# my tank and a few of its residents so far



## fish4berly (Oct 16, 2007)

it is a 55 gal. so far we have 2 common plecos (1 med, 1 lrg), 2 buenos aires tetras, 3 rosy barbs, 3 lamp eye tetras, 3 shadow catfish and 1 unknown shark - guy at lfs called it an apollo shark, tank sticker said hampala shark but he is neither so were still trying to figure him out but its a newer tank so not fully stocked yet, were getting a few actual apollo sharks and a few roseline sharks then we'll go from there. also once its in perfect condition we'll be getting a gold nugget pleco and a green phantom (i think thats what they're called) but since they can be a little more tempermental we're waiting for now. 

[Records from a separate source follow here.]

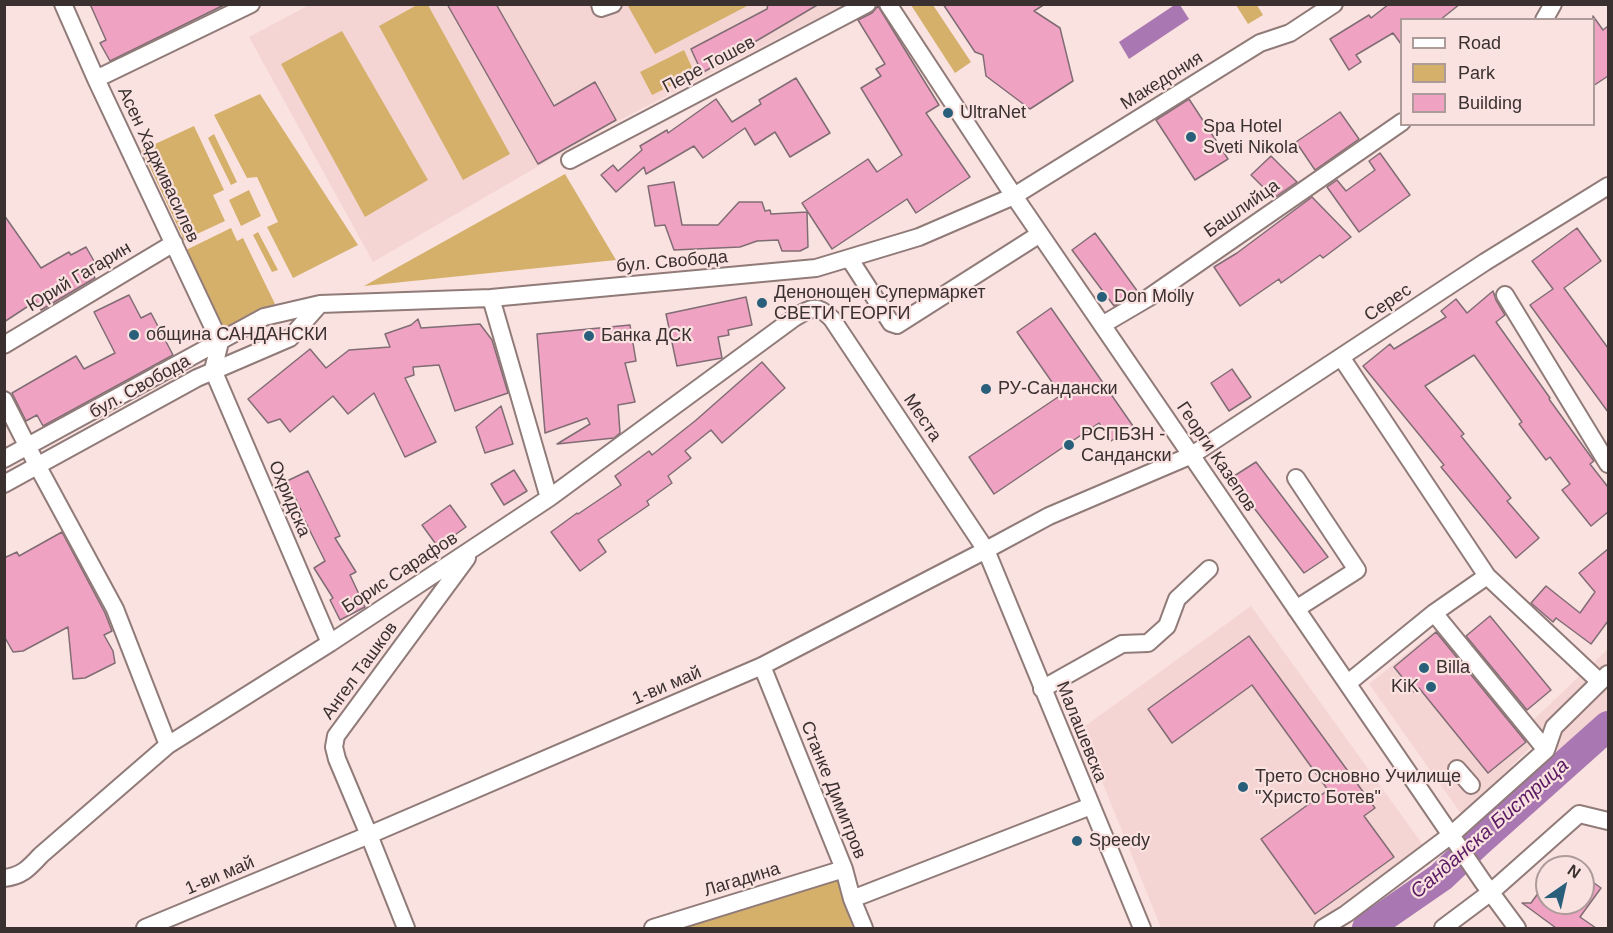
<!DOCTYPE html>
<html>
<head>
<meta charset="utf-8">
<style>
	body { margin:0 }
	#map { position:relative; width:1613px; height:933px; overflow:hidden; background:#fae2e0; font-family:Arial,sans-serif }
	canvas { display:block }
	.frame { position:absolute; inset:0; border:6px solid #3a3030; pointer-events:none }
	.legend { position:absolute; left:1400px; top:18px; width:195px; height:108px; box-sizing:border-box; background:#fae2e0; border:2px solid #ad9b9a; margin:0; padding:8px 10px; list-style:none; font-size:18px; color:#3a3030 }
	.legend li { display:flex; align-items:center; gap:12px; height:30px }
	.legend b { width:30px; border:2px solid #ad9b9a }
	.north { position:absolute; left:1535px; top:855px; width:60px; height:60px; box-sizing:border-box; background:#fae2e0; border:2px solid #ad9b9a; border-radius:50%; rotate:34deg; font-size:16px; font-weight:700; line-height:24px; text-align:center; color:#3a3030 }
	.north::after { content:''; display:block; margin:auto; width:21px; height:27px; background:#295f7a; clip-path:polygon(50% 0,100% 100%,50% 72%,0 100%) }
</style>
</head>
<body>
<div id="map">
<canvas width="1613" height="933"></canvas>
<div class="frame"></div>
<ul class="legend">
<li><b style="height:8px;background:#fff"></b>Road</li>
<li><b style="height:16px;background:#d5b06b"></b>Park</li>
<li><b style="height:16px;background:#f0a2c3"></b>Building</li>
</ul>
<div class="north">N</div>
</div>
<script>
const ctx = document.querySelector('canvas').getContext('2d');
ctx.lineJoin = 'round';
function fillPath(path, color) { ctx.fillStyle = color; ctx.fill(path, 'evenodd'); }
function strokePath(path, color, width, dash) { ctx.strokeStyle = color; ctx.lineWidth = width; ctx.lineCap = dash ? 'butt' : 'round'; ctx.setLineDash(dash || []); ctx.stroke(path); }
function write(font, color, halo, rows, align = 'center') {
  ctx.font = font + ' Arial,sans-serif'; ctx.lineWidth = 4.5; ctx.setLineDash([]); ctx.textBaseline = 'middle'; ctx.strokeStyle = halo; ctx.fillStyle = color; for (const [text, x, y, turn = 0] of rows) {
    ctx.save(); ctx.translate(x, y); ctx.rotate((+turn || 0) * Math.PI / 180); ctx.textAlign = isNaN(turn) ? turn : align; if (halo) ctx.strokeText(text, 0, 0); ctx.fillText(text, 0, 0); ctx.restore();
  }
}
fillPath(new Path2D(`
	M309,5H843L608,126L373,262L249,37Z
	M1251,606L1423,845L1309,928H1161L1081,729Z
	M1440,626L1535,743L1462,815L1369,684Z
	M1608,649V711L1559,756L1531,722Z`), '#f5d5d3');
fillPath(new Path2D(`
	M631,4H749V5L655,54L628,6Z
	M417,5H428L510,154L463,180L379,26Z
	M911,5H933L971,62L955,73Z
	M1236,5H1257L1263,15L1248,24Z
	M342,31L428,180L365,217L281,64Z
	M684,50L695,74L652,95L640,72Z
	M260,94L358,245L293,278L267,227L278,222L257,177L247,178L214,115Z
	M194,126L224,190L213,195L225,221L184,240L142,150Z
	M214,134L237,182L231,185L208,138Z
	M565,174L616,260L364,286Z
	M249,190L261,216L241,226L229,200Z
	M231,228L237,241L243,238L275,304L224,328L186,250Z
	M258,232L278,270L272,272L253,235Z
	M837,877L853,928H670Z`), '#d5b06b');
fillPath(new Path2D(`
	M1176,4L1180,5L1189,19L1129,59L1119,42Z`), '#a977b1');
strokePath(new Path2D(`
	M1367,928L1441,877L1477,843L1608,726`), '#a977b1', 30);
const building = new Path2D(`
	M90,4H226L110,61L100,43L106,40Z
	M447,4H496L554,106L595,82L616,120L538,164Z
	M768,4H819L702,73L691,49L767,9Z
	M943,4H1045L1034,11L1060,28L1073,81L1030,109L986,76L983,55L975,52Z
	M1389,4H1460L1440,20H1401V44L1393,33L1356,55L1361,62L1349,70L1330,39L1369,15L1371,18Z
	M878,6L939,105L926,113L970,177L916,213L907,199L832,249L802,203L868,159L877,172L902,155L861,88L881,76L876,69L885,64L858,20L872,13Z
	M1593,16L1603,30L1608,26V76L1593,86Z
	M796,78L830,133L790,157L775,132L755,145L745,128L703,158L694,146L646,174L644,167L616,192L601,175L613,165L618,171L642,150L640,146L667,130L668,133L716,99L732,122L761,104L759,100Z
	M1189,99L1228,159L1195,180L1156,120Z
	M1340,112L1359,139L1315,170L1296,142Z
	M1380,153L1410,195L1359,232L1327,187L1337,180L1346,191L1375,170L1369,161Z
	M1271,156L1297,182L1274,198L1251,175Z
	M674,182L682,225H718L739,202H762L765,211L770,210L771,214L807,212L808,247L800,251H782L778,240L757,241L740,247L674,250L665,225L655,226L648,186Z
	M1312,197L1351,237L1323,258L1320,255L1281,283L1279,279L1240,306L1214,267L1237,253Z
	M4,215L41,268L69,252L71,255L86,247L98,268L92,272L95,278L41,310L36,301L4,322Z
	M1577,228L1601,261L1564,288L1608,348V412L1530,305L1553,289L1532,261Z
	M1095,233L1138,292L1114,306L1072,250Z
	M1493,291L1496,300L1505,315L1496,322L1550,398L1549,399L1591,457L1594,461L1590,464L1608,487V512L1591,526L1562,490L1570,484L1550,457L1546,460L1519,424L1522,422L1474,355L1425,386L1464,434L1461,436L1511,498L1507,501L1539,538L1516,558L1441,467L1444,465L1363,366L1390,344L1394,349L1446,317L1441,311L1456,299L1467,313Z
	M129,295L141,318L151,313L173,355L43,426L37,415L26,421L12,393L76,356L84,369L115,353L94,312Z
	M746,297L752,325L728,330L729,335L718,337L722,358L677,366L666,314Z
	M1051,308L1133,426L1111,441L1099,423L994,494L969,457L1061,395L1017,332Z
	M418,319L421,328L480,324L492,340L508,393L455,411L439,365L413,367L414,375L405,378L436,442L405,457L374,393L348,414L333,396L290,432L280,419L268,423L248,399L310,349L326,368L349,350L390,347L385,334L411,325Z
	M630,325L636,361L625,363L635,402L618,405L620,433L614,438L557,444L590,424L587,418L545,433L537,334Z
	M762,362L785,388L722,443L711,430L685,451L691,458L668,476L672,483L647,501L649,505L598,540L606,552L580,571L551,532L577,513L578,514L621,485L615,476L649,451L652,455L695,421Z
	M1232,369L1251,397L1229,411L1211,383Z
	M501,406L513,444L485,453L476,427Z
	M1256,462L1328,557L1304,573L1231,478Z
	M514,470L527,491L504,505L491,484Z
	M308,471L340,536L335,538L356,572L350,575L365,607L340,620L330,600L333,598L314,568L325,561L301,513L302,512L287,481Z
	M450,505L466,527L438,547L422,525Z
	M62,532L105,613L112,631L104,635L113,651L115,663L85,678L73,679L68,627L23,651L13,652L4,636V558L17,552L19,556Z
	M1608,549V621L1591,644L1556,618L1553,622L1531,603L1546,586L1580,613L1595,592L1579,573Z
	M1490,616L1551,690L1527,710L1466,636Z
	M1436,632L1526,742L1488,773L1419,688L1414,692L1394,667Z
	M1249,636L1375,808L1364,816L1394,857L1315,914L1261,839L1328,790L1252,685L1172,743L1148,709Z
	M1583,875L1601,888L1580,917L1596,928H1556L1522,903H1531L1547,881V903H1583Z`);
fillPath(building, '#f0a2c3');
strokePath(building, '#806d74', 1.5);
const minor = new Path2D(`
	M63,4L96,79L220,342L213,370L330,643
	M600,4L601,8L613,4
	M888,4L1014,196L1483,882L1517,928
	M1544,20L1553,4
	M96,79L251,4
	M570,160L867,4
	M849,258L891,323L897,325L1040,234
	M1505,295L1608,464
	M491,298L549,498
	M1102,325L1148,298L1402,122
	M4,345L174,243
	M1341,357L1487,576L1600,682
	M4,400L37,465L115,609L168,745
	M4,459L264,317L320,304L491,298L816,268L919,237L1014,196L1260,43L1290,33L1334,4
	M1296,478L1357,570L1296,609
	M4,484L197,378L290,338L320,304
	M1434,613L1546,750
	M762,666L844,869L852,899L864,928
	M1348,683L1434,613L1487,576
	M1042,689L1122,644L1148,643L1167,626L1177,599L1209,569
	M1457,769L1471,785
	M4,878C22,876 29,868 41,855L168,745L330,643L549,498L794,318C811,308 817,303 832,319L986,550L1142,928
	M852,899L1091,806
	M145,928L369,835L762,666L986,550L1049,516L1192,455L1485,262L1608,186
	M406,928L369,835L337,759L334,747L336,736L467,558
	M653,928L844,869
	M1323,928L1346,914L1451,835L1546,750L1554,727L1608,674
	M1443,928L1491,892L1579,814L1608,821`);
strokePath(minor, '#907b79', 20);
strokePath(minor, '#fff', 16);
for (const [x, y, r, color] of [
	[948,113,6,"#295f7a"],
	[1191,137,6,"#295f7a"],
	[1102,297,6,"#295f7a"],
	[762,303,6,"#295f7a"],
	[134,335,6,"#295f7a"],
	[589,336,6,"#295f7a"],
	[986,389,6,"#295f7a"],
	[1069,445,6,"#295f7a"],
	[1424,668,6,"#295f7a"],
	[1431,687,6,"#295f7a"],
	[1243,787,6,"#295f7a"],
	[1077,841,6,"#295f7a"]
]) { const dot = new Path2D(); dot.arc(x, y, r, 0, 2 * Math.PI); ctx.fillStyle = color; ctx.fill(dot); strokePath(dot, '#fae2e0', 2); }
write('18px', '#3a3030', '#fae2e0', [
	["Пере Тошев",709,65,-28],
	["Македония",1162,81,-32],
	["Асен Хадживасилев",158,165,65],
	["Башлийца",1242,209,-35],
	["бул. Свобода",672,262,-5],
	["Юрий Гагарин",79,277,-31],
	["Серес",1388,303,-34],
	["бул. Свобода",140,387,-29],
	["Места",922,418,56],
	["Георги Казепов",1216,457,56],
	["Охридска",289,499,67],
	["Борис Сарафов",400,573,-33],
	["Ангел Ташков",360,671,-54],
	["1-ви май",667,686,-23],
	["Малашевска",1081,732,68],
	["Станке Димитров",833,790,68],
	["1-ви май",220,876,-23],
	["Лагадина",742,880,-17]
]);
write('18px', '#3a3030', '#fae2e0', [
	["UltraNet",960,113],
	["Spa Hotel",1203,127],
	["Sveti Nikola",1203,148],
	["Денонощен Супермаркет",774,293],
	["СВЕТИ ГЕОРГИ",774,314],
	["Don Molly",1114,297],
	["община САНДАНСКИ",146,335],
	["Банка ДСК",601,336],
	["РУ-Сандански",998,389],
	["РСПБЗН -",1081,435],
	["Сандански",1081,456],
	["Billa",1436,668],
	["KiK",1419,687,"right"],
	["Трето Основно Училище",1255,777],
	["\"Христо Ботев\"",1255,798],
	["Speedy",1089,841]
], 'left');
write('italic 20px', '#5a1b63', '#fae2e0', [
	["Санданска Бистрица",1490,829,-41]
]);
</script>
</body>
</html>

here are a few pics of the tank



























here is the large pleco 









here are the 3 shadow cats









and here is one of the rosy barbs and one of the buenos aires tetras and our smaller common pleco










then this is the supposed shark that we really dont know what he is yet and he is really hard to take a picture of sorry its so blurry


----------



## Hydr0 JoE (Jan 13, 2009)

nice tank, the shadow catfish look tight swimming together, they look like silver tip sharks though, dont know if they are the same thing just different name but yea


----------



## alliecat420 (Mar 28, 2009)

very nice tank... how old is your pleco.. he's huge


----------



## fish4berly (Oct 16, 2007)

i honestly dont know exactly how old he is we just got him on tuesday. our lfs gets larger plecos from people who dont have big enough tanks and when they trade fish in and he was one of those guys so we decided to bring him home...i would guess with his size at least 2 or so but who knows cuz it depends on the size of the tank he was in and how fast he grew i guess ;-) we decided to name him beefy since he's so big. thanks though!


----------



## lohachata (Jan 27, 2006)

so ; what are you going to do when your pleco grows up???..after all; they do get to be 3-4 feet long..

nice tank though..


----------



## fish4berly (Oct 16, 2007)

when he gets too big for the tank i will get a bigger tank or if i cant do that for him i will trade him in for another fish fitting for my tank so that way he is happy and healthy whether its in my tank or someone elses..my lfs has alot of the larger plecos so i know he will have a bigger tank to go to if i cant upgrade mine when i need to. as for now he's in a 55 but we have ordered the 75 that will actually fit my stand and a new filter so he'll be good for a while. since the pics were taken we got an opaline gourami and a green tiger barb and a clown loach. i'm waiting for the lfs to get more of the green tiger barbs but they are kinda rare i guess so hopefully we'll get some soon. that was the first time i'd ever seen them and they are awesome but i'll keep everybody updated. thanks for the compliments! ....oh and i forgot to say that we ended up trading in the shadow cats since they are more or less brakish (which i didn't know but i should've done more homework) so they will be in a better home now. and we ended up losing our shark thing - found out he is a hemiochus or something like that but he didnt make it unfortunately. maybe we'll try another one sometime but we'll see.


----------



## Chaos553 (Apr 2, 2007)

those shadow cats look awesome! the larger pleco looks a little big for the tank as he is, even though you did just get him. i think id stay with the smaller pleco and the cats at the moment and work on your schools of tetras instead. otherwise great tank =P.


----------



## Shaggy (Apr 29, 2005)

Geesh, that is one nice sized pleco


----------